- Opening Delimiter -

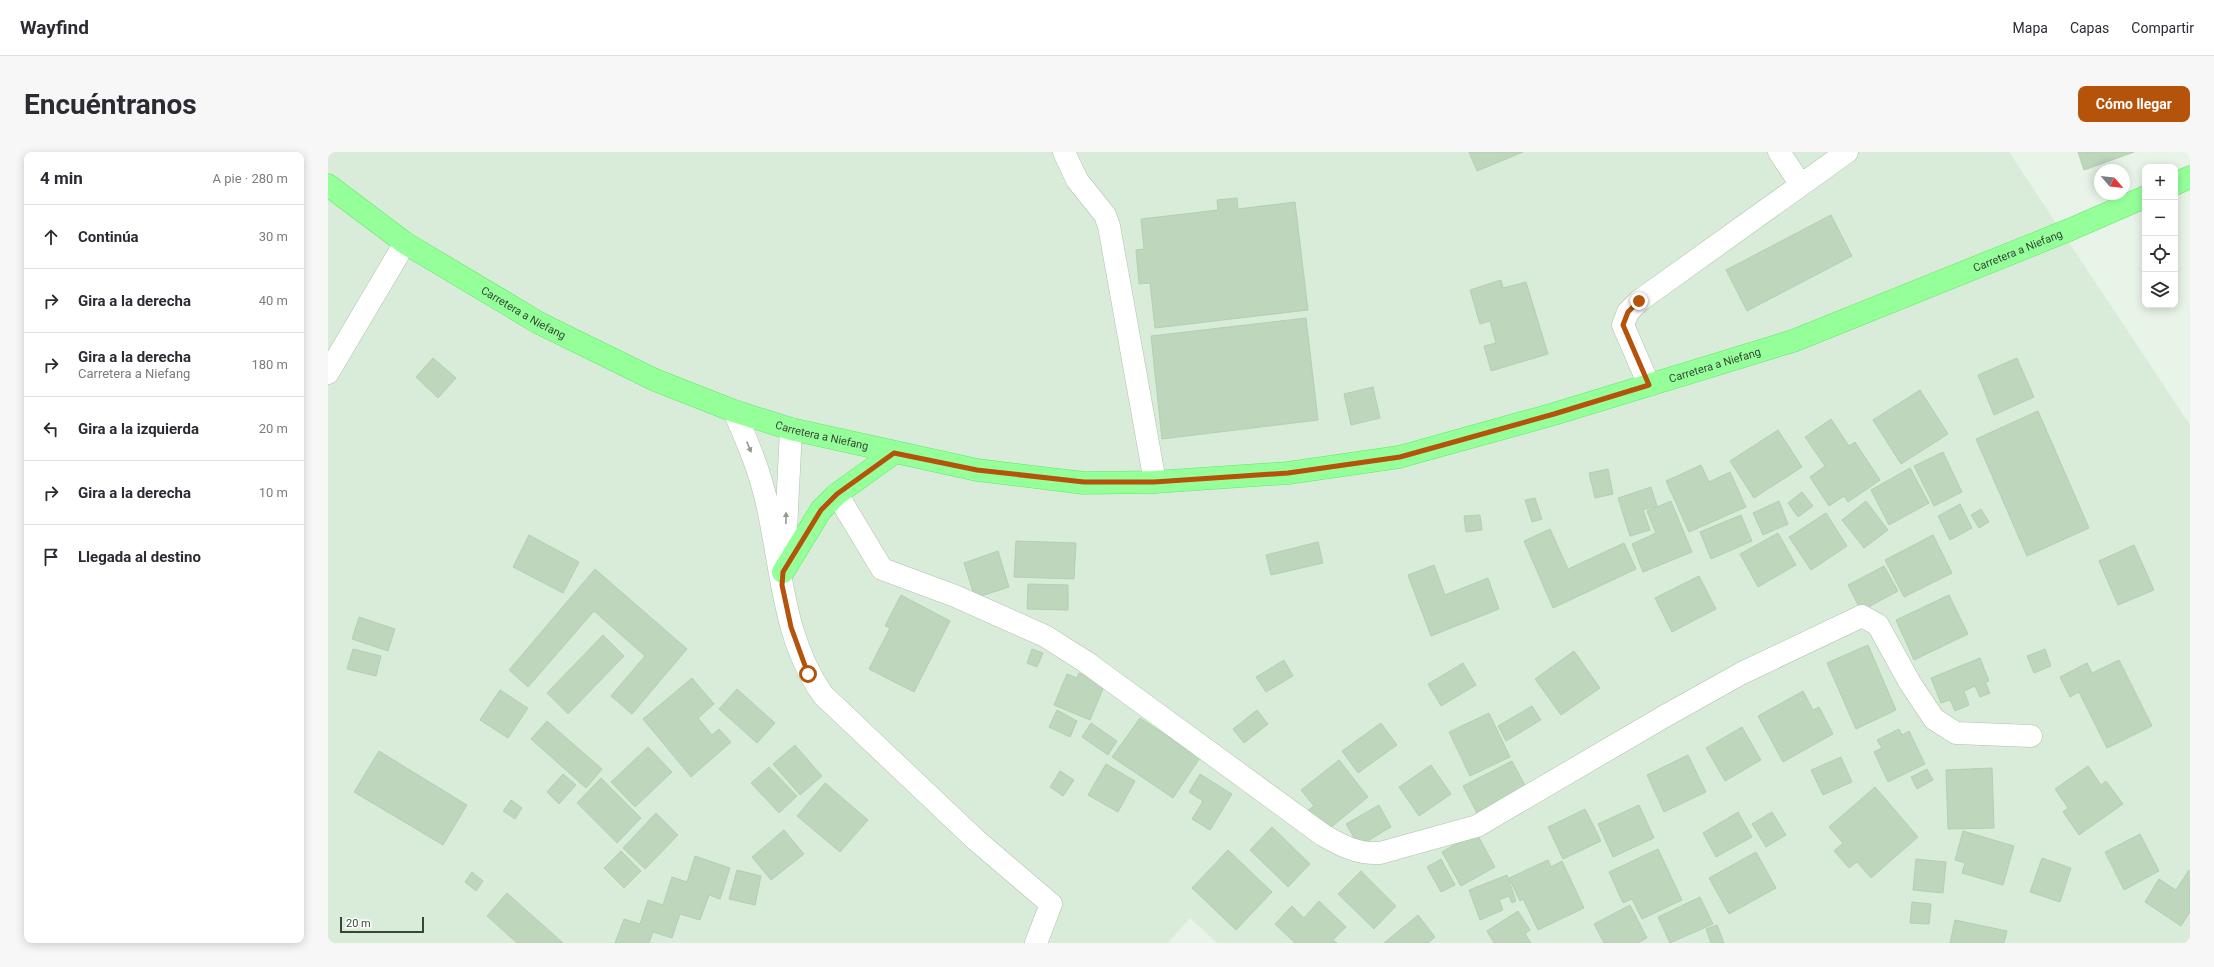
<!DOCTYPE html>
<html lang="es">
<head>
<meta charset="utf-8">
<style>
  body { margin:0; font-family:Roboto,sans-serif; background:#f7f7f7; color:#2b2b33 }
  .controls { position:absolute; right:12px; top:12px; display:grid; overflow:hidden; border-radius:8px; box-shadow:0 2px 10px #0003 }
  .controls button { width:36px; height:36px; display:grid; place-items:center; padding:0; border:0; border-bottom:1px solid #e1e1e2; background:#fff; color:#2b2b33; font:20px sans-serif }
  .compass { position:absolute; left:1766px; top:12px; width:36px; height:36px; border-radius:50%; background:#fff; box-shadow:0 2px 10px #0003; rotate:118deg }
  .scale { position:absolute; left:12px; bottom:10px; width:84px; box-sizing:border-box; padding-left:4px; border:2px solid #374736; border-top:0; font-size:11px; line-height:14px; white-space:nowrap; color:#374736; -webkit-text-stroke:3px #fff; paint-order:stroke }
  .stop { position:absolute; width:12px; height:12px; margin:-9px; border:3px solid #b45309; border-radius:50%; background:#fff }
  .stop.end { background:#b45309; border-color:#fff; box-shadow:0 1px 4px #0008 }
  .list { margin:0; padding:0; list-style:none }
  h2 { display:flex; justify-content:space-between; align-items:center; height:52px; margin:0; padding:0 16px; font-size:17px }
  h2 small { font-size:13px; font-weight:400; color:#7c7c81 }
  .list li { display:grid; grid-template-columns:26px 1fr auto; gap:12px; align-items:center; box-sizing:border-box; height:64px; padding:0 16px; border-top:1px solid #e1e1e2 }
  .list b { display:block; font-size:15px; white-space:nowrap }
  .list p { margin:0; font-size:13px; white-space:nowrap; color:#7c7c81 }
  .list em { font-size:13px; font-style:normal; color:#7c7c81 }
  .icon { flex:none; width:22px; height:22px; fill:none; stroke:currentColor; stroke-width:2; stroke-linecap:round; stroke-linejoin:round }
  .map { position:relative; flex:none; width:1862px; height:791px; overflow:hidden; border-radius:8px }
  header { display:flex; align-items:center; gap:24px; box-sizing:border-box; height:56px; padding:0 20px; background:#fff; border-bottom:1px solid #e1e1e2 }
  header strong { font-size:19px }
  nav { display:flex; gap:22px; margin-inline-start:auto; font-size:14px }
  .intro { display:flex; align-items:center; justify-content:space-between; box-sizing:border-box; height:96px; padding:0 24px }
  h1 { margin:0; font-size:28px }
  .button { padding:10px 18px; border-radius:8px; background:#b45309; color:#fff; font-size:14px; font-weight:700 }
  main { display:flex; gap:24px; padding:0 24px }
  aside { flex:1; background:#fff; border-radius:8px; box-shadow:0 2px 10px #0003 }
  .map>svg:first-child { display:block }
</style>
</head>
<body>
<header>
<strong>Wayfind</strong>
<nav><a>Mapa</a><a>Capas</a><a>Compartir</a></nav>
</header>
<div class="intro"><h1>Encuéntranos</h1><a class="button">Cómo llegar</a></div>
<main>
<aside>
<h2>4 min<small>A pie · 280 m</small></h2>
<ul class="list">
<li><svg class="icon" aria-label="ahead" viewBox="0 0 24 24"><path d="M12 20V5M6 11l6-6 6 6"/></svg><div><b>Continúa</b></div><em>30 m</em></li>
<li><svg class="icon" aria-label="right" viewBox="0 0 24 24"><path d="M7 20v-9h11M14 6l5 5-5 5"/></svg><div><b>Gira a la derecha</b></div><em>40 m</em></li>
<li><svg class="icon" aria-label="right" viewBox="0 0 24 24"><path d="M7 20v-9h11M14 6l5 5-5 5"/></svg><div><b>Gira a la derecha</b><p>Carretera a Niefang</p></div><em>180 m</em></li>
<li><svg class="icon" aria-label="left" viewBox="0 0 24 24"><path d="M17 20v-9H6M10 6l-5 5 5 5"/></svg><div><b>Gira a la izquierda</b></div><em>20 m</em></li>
<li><svg class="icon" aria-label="right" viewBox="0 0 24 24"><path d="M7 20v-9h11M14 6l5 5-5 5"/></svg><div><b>Gira a la derecha</b></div><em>10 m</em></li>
<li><svg class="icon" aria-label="arrive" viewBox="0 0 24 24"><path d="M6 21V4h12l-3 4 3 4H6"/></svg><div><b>Llegada al destino</b></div></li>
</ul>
</aside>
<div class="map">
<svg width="1862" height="791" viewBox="0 0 1862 791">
  <rect width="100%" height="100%" fill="#e7f4e7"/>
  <!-- residential -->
  <path fill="#d9ecd9" d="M0 0H1681L1862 273V791H889L862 766 840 791H0Z"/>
  <!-- building -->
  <path fill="#bdd6bc" stroke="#b1d1af" d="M1141 0H1195L1149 19Z
    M1750 0H1806L1756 18Z
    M909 46 910 57 967 50 980 158 827 176 822 131 811 132 808 98 816 97 813 67 890 58 889 48Z
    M1503 63 1524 104 1419 159 1398 118Z
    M1173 128 1175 136 1198 130 1220 202 1163 219 1156 194 1168 191 1162 169 1152 172 1142 138Z
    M978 166 990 268 834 287 823 184Z
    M105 206 128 226 110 246 88 225Z
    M1689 206 1706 245 1666 263 1650 223Z
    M1045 235 1052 266 1023 273 1016 242Z
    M1592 238 1620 282 1573 312 1545 268Z
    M1710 259 1761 376 1699 404 1648 287Z
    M1503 267 1521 294 1527 290 1552 328 1520 350 1516 344 1501 354 1482 325 1497 314 1477 285Z
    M1450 278 1474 315 1426 346 1402 309Z
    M1615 300 1634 340 1606 354 1586 314Z
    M1373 313 1381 330 1402 320 1418 355 1361 380 1338 329Z
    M1582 316 1601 351 1561 373 1543 338Z
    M1280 317 1285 342 1267 346 1261 321Z
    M1323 335 1329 354 1315 358 1322 378 1302 384 1290 346Z
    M1474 340 1485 354 1470 365 1460 351Z
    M1207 346 1214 367 1204 370 1197 348Z
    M1343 349 1364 400 1315 420 1304 392 1328 381 1319 359Z
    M1451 349 1460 372 1435 383 1425 361Z
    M1538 349 1560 378 1536 396 1514 368Z
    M1632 352 1644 376 1622 388 1610 364Z
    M1653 357 1661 370 1651 376 1643 363Z
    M1498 361 1519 394 1483 418 1461 385Z
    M1152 363 1154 378 1138 380 1136 364Z
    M1413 363 1424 389 1383 407 1372 380Z
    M1222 377 1240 417 1296 391 1308 417 1225 456 1196 389Z
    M1450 381 1468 413 1430 435 1412 402Z
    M201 383 251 410 235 441 185 415Z
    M1605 383 1624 421 1576 445 1557 408Z
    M688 389 748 391 746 427 686 425Z
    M990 390 995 411 943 423 938 403Z
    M1806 393 1826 438 1790 453 1771 409Z
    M670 399 681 435 647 446 636 411Z
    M1106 413 1117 443 1160 426 1171 457 1103 484 1080 423Z
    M1556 414 1570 439 1533 459 1520 433Z
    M267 417 359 497 304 562 283 544 317 504 266 459 200 535 181 518Z
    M1371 424 1388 457 1344 480 1327 446Z
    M700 432 740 433V458L699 457Z
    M573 443 622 469 586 540 541 517 562 476 557 474Z
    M1621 443 1640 482 1586 508 1568 468Z
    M31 465 67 477 60 499 24 487Z
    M275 483 296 504 240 562 219 541Z
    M1540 493 1568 558 1528 577 1499 511Z
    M25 497 53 504 48 524 19 517Z
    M704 497 715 501 709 515 699 511Z
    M1717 497 1723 514 1706 521 1699 504Z
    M1246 499 1272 536 1233 563 1207 527Z
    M1652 506 1661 529 1657 530 1662 541 1652 545 1647 534 1636 539 1641 553 1627 559 1622 548 1613 551 1603 526Z
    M956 508 965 524 938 540 928 525Z
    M1791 508 1824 574 1779 596 1751 540 1742 545 1732 525 1759 511 1764 521Z
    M1135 511 1148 533 1113 554 1100 532Z
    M751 521 777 532 762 568 726 553 739 522 749 526Z
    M364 526 386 552 370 566 384 583 391 577 403 590 363 625 315 567Z
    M409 537 447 571 429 591 391 557Z
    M172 538 200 556 180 586 152 568Z
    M1475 539 1485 558 1491 555 1505 582 1455 610 1430 564Z
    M1204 554 1213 568 1178 589 1170 574Z
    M729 558 749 569 742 585 721 575Z
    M929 558 940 572 916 591 905 577Z
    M1161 561 1182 605 1142 624 1121 580Z
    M812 566 872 606 845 646 784 605Z
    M219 569 274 617 258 636 203 587Z
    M763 571 789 589 780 603 754 585Z
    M1053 571 1069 593 1030 621 1014 599Z
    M1414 575 1433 608 1397 629 1378 596Z
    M1571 577 1574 583 1581 579 1597 612 1560 630 1546 600 1554 596 1549 588Z
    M467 593 494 624 472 643 445 612Z
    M320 595 344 620 307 655 283 630Z
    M51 599 139 653 115 693 26 640Z
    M1360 603 1378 640 1336 660 1319 623Z
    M1513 605 1524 630 1495 643 1483 618Z
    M1011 608 1040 645 996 681 979 659 986 654 973 638Z
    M1184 609 1200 639 1151 665 1135 634Z
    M778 612 807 629 790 660 760 643Z
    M1103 613 1123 642 1091 664 1071 635Z
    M1760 614 1773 633 1778 629 1795 652 1751 683 1735 660 1740 656 1727 637Z
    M441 615 469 644 451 661 423 631Z
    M1664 616 1666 676 1620 677 1618 618Z
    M1599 617 1605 628 1589 637 1583 625Z
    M732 619 746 628 735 644 722 635Z
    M235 622 248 633 231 652 219 640Z
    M872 622 904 642 882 678 864 667 875 649 861 640Z
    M273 626 313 666 289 691 249 651Z
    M497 631 540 668 512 700 469 664Z
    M1547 635 1590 685 1543 726 1529 710 1521 716 1506 699 1515 691 1501 675Z
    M183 648 194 656 187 667 175 659Z
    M1051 653 1063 675 1031 694 1018 672Z
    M1311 653 1326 686 1285 705 1270 672Z
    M1257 657 1273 689 1235 707 1220 675Z
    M1410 660 1424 685 1388 705 1375 681Z
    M1444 660 1458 683 1438 695 1424 672Z
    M328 661 350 683 317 717 295 696Z
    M944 675 982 712 960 735 922 698Z
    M456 678 476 702 443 728 424 705Z
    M1635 679 1686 694 1675 733 1634 721 1637 711 1627 708Z
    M1148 680 1167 715 1133 734 1114 700Z
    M1812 682 1831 719 1796 738 1777 700Z
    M1330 697 1354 748 1314 767 1304 747 1295 751 1281 720Z
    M900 698 944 740 908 778 864 736Z
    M293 699 313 719 296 736 276 716Z
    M1428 700 1448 736 1401 762 1381 726Z
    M367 704 402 716 392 747 381 743 372 768 352 762 344 786 325 780 321 791H287L296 767 312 772 320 748 335 753 344 725 359 730Z
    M1714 706 1743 716 1732 750 1702 740Z
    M1113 707 1127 733 1113 740 1099 715Z
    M1588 707 1618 710 1615 741 1585 738Z
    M1220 708 1223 715 1234 709 1256 756 1210 778 1195 747 1192 749 1181 726Z
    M409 718 433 724 427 753 401 747Z
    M1861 718 1862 760 1853 774 1817 750 1831 727 1848 738Z
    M1033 719 1068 754 1046 777 1010 742Z
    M144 720 155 729 148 739 137 730Z
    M1179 723 1188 749 1184 751 1181 744 1171 748 1175 758 1152 768 1141 738Z
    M179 741 235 791H189L159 764Z
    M1372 745 1385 772 1342 791 1330 765Z
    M991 749 1018 775 1005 788 1009 791H967L947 772 964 754 976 766Z
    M1584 750 1603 752 1601 772 1582 771Z
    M1302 753 1319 786 1310 791H1276L1266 772Z
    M1190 759 1202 778 1197 782 1203 791H1166L1159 779Z
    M1090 763 1107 785 1100 791H1056Z
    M1627 768 1679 779 1676 791H1622Z
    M1389 773 1396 791H1383L1378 777Z"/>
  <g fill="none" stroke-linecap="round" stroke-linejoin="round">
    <defs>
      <path id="street" d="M736 0 749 28 777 63 781 74 827 330
        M1451 0 1473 33
        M0 221 77 91
        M1321 233 1295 173 1300 160 1311 149 1519 0
        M406 259C420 291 433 322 440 356 454 421 456 488 495 543L648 688 723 752 708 791
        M509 342 554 417 627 444 717 484 758 510 995 683C1014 694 1029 702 1052 701L1149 674 1337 564 1414 521 1534 464 1550 473 1582 531 1606 567 1628 581 1703 584
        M457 398 463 277"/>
      <g id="primary">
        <path d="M1847 32 1862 25"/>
        <path id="s1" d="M0 33 77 91 211 171 327 228 406 259 463 277 649 318 756 331 827 330 960 321 1071 305 1226 262 1465 189 1741 78 1817 45"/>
        <path d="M455 420 493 358 509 342 566 301"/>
      </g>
    </defs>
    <!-- street casing -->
    <use href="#street" stroke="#acc3ac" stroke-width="23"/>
    <!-- primary casing -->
    <use href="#primary" stroke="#61e766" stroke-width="23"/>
    <!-- street -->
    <use href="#street" stroke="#fff" stroke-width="22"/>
    <!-- primary -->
    <use href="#primary" stroke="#95ff9a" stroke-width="22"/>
  </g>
  <!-- one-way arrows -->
  <defs><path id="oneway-solid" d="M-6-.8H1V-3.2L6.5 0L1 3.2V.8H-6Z"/></defs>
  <g fill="#919a90">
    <use href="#oneway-solid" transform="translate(421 295) rotate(67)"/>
    <use href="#oneway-solid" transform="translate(458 366) rotate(-89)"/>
  </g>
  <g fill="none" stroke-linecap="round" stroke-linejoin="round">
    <!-- route -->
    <path stroke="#b45309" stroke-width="5" d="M480 522 463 475 454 433 455 420 493 358 509 342 566 301 649 318 756 330H826L960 321 1072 305 1226 262 1321 233 1295 173 1300 160 1311 149"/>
  </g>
  <g text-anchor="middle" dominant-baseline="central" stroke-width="4" stroke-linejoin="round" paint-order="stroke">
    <!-- street labels -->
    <g font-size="11" fill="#374736" stroke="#fff">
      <text stroke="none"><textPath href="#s1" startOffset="1794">Carretera a Niefang</textPath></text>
      <text stroke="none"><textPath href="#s1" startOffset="234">Carretera a Niefang</textPath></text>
      <text stroke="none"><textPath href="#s1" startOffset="1470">Carretera a Niefang</textPath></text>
      <text stroke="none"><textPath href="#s1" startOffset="558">Carretera a Niefang</textPath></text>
    </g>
  </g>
</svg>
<div class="controls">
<button>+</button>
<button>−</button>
<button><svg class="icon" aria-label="locate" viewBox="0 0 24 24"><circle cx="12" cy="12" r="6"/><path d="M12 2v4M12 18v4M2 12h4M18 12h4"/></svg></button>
<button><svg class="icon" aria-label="layers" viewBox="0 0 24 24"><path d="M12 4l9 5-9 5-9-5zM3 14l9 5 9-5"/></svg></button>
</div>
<svg class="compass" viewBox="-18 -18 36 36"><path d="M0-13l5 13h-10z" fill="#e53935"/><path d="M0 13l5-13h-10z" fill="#7c7c81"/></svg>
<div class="scale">20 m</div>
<div class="stop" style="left:480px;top:522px"></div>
<div class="stop end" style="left:1311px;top:149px"></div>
</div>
</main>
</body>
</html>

- Closing Delimiter -

## Aim of the exercise
Each line in the listing above from the one containing "M704 497 715 501 709 515 699 511Z" through the one containing "M1257 657 1273 689 1235 707 1220 675Z" should be repeated exactly, and no other line.

## Task answer
    M704 497 715 501 709 515 699 511Z
    M1717 497 1723 514 1706 521 1699 504Z
    M1246 499 1272 536 1233 563 1207 527Z
    M1652 506 1661 529 1657 530 1662 541 1652 545 1647 534 1636 539 1641 553 1627 559 1622 548 1613 551 1603 526Z
    M956 508 965 524 938 540 928 525Z
    M1791 508 1824 574 1779 596 1751 540 1742 545 1732 525 1759 511 1764 521Z
    M1135 511 1148 533 1113 554 1100 532Z
    M751 521 777 532 762 568 726 553 739 522 749 526Z
    M364 526 386 552 370 566 384 583 391 577 403 590 363 625 315 567Z
    M409 537 447 571 429 591 391 557Z
    M172 538 200 556 180 586 152 568Z
    M1475 539 1485 558 1491 555 1505 582 1455 610 1430 564Z
    M1204 554 1213 568 1178 589 1170 574Z
    M729 558 749 569 742 585 721 575Z
    M929 558 940 572 916 591 905 577Z
    M1161 561 1182 605 1142 624 1121 580Z
    M812 566 872 606 845 646 784 605Z
    M219 569 274 617 258 636 203 587Z
    M763 571 789 589 780 603 754 585Z
    M1053 571 1069 593 1030 621 1014 599Z
    M1414 575 1433 608 1397 629 1378 596Z
    M1571 577 1574 583 1581 579 1597 612 1560 630 1546 600 1554 596 1549 588Z
    M467 593 494 624 472 643 445 612Z
    M320 595 344 620 307 655 283 630Z
    M51 599 139 653 115 693 26 640Z
    M1360 603 1378 640 1336 660 1319 623Z
    M1513 605 1524 630 1495 643 1483 618Z
    M1011 608 1040 645 996 681 979 659 986 654 973 638Z
    M1184 609 1200 639 1151 665 1135 634Z
    M778 612 807 629 790 660 760 643Z
    M1103 613 1123 642 1091 664 1071 635Z
    M1760 614 1773 633 1778 629 1795 652 1751 683 1735 660 1740 656 1727 637Z
    M441 615 469 644 451 661 423 631Z
    M1664 616 1666 676 1620 677 1618 618Z
    M1599 617 1605 628 1589 637 1583 625Z
    M732 619 746 628 735 644 722 635Z
    M235 622 248 633 231 652 219 640Z
    M872 622 904 642 882 678 864 667 875 649 861 640Z
    M273 626 313 666 289 691 249 651Z
    M497 631 540 668 512 700 469 664Z
    M1547 635 1590 685 1543 726 1529 710 1521 716 1506 699 1515 691 1501 675Z
    M183 648 194 656 187 667 175 659Z
    M1051 653 1063 675 1031 694 1018 672Z
    M1311 653 1326 686 1285 705 1270 672Z
    M1257 657 1273 689 1235 707 1220 675Z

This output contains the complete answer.